- Born: 1946 (age 79–80) Calgary, Alberta
- Education: University of New Brunswick
- Occupation: Military historian
- Notable work: No Prouder Place: Canadians and the Bomber Command Experience 1939–1945 (2005)

= David Bashow =

Canadian author

David L. Bashow (born 1946)
is a Canadian author. Bashow served 36 years in the Royal Canadian Air Force, and is a retired Lieutenant-Colonel.

==Career==
Bashow was born in Calgary, Alberta. He moved to Fredericton with his family in 1958, and attended high school and then the University of New Brunswick (UNB). He joined the Canadian Air Force after graduating from UNB, serving as a fighter pilot; he has written books on air-force related topics, and has taught both in the United States and in Canada.

Bashow, who lives in Canada with his wife Heather, is an associate professor of history at the Royal Military College of Canada, and editor of Canadian Military Journal, a bilingual, peer-reviewed academic journal.

Bashow's book Knights of the Air, about Canadian fighter pilots in the First World War, revisited an aspect of history covered as heroic and chivalrous by earlier writers, including Norman Harris in Knights of the Air (1958), and Arch Whitehouse's The Years of the Sky Kings (1959). Bashow sees the air war as "a dirty piece of business," in which the flying aces "were a rather ruthless bunch, who often travelled alone, looked for the weak or wounded, snuck up behind them and shot them in the back." He weighs in on longstanding disputes, arguing that Billy Bishop did carry out a solo attack on a German aerodrome at dawn and that Roy Brown was not the pilot who shot down the "Red Baron," Manfred von Richthofen.

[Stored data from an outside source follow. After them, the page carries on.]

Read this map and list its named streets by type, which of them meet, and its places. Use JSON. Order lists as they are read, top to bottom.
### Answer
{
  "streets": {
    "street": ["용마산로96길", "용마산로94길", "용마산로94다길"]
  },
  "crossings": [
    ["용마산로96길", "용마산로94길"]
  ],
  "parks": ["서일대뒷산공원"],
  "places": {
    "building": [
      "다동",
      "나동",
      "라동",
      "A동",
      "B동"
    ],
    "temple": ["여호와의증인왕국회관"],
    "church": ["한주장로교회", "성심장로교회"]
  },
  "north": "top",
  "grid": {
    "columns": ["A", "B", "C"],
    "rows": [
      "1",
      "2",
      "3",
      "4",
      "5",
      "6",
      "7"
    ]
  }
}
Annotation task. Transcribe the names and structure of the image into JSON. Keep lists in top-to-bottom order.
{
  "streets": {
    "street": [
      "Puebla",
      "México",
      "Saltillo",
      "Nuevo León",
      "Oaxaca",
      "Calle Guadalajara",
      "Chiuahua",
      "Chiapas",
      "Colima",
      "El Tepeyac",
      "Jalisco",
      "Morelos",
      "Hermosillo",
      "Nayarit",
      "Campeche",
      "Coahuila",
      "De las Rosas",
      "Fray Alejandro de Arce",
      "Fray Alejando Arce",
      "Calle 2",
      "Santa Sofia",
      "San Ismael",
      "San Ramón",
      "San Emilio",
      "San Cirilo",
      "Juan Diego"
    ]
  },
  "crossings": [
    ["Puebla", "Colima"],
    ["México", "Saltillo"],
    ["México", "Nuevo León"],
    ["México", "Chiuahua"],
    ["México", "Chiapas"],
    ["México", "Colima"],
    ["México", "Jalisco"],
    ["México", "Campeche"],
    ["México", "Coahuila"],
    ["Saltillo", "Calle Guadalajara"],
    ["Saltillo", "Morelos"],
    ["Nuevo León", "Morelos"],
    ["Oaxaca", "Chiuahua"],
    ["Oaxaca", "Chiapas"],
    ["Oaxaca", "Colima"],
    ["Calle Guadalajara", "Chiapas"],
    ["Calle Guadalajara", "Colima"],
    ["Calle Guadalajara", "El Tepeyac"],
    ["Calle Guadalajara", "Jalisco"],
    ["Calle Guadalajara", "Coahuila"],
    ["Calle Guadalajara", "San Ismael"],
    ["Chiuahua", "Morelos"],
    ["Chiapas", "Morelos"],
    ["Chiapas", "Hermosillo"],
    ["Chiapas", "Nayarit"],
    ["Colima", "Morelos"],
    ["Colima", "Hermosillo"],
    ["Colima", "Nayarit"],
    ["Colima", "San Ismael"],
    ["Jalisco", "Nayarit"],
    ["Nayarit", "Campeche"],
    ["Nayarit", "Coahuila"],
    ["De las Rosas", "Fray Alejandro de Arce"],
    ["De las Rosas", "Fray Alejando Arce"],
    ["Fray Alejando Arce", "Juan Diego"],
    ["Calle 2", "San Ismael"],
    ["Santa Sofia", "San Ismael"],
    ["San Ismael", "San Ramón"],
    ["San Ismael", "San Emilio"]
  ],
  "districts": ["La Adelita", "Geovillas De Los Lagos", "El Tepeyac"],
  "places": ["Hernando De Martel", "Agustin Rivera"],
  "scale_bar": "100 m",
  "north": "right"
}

Bashow's book All the Fine Young Eagles, about the Canadian fighter pilots in the Second World War. Bashow had a Starfighter poster on his wall as a teenager, and flew them as a peacetime Air force pilot.

=== Controversies ===
- Regarding whether a Canadian or an Australian fired the fatal bullet that killed German Air Force pilot The Red Baron during World War I in France, Bashow, editor of Canada Military Journal (and a former Royal Canadian Air Force pilot) came down on the Australian side: "(Brown’s) flight-path geometry just does not work." The New York Times's first report, 2 days after it happened, April 23, 1918 didn't take sides then, and used the word "presumably" in 1971 for the Canadian side.
  - Interest had renewed on the 100th anniversary, and Britannica's Last Updated: Oct 15, 2018 wording credited Australia but acknowledged the Canadian claim as "according to another account."
  - CNN summarized PBS's survey of various writings over the past century as "The question .. has never been conclusively settled."
- Regarding his taking sides about reviews of a book that advocates for "families battling ... the way the Canadian Forces treats its soldiers and families." Bashow wrote "We have a bit of a situation here" to describe the outcome of his decision to publish what a Canadian newspaper called "a mildly positive review." Bashow's situation was said to be "in a predicament" when faced with having to publish a rebuttal "twice the length" of the original review, which had described "how the military and government poorly treats injured soldiers and their families."

===Works===
- Starfighter: A Loving Retrospective of the CF-104 Era in Canadian Fighter Aviation, 1961–1986. Fortress Publications Inc., 1990.
- All the Fine Young Eagles (Stoddart Publishing, 1996). An updated and expanded second edition was published in 2016.
- Knights of the Air: Canadian Fighter Pilots in the World War. L. Bashow (McArthur & Company Publishing; 2000)
- None But The Brave (Canadian Defense Academy Press)
- No Prouder Place: Canadians and the Bomber Command Experience 1939–1945 (Vanwell Publishing, 2005)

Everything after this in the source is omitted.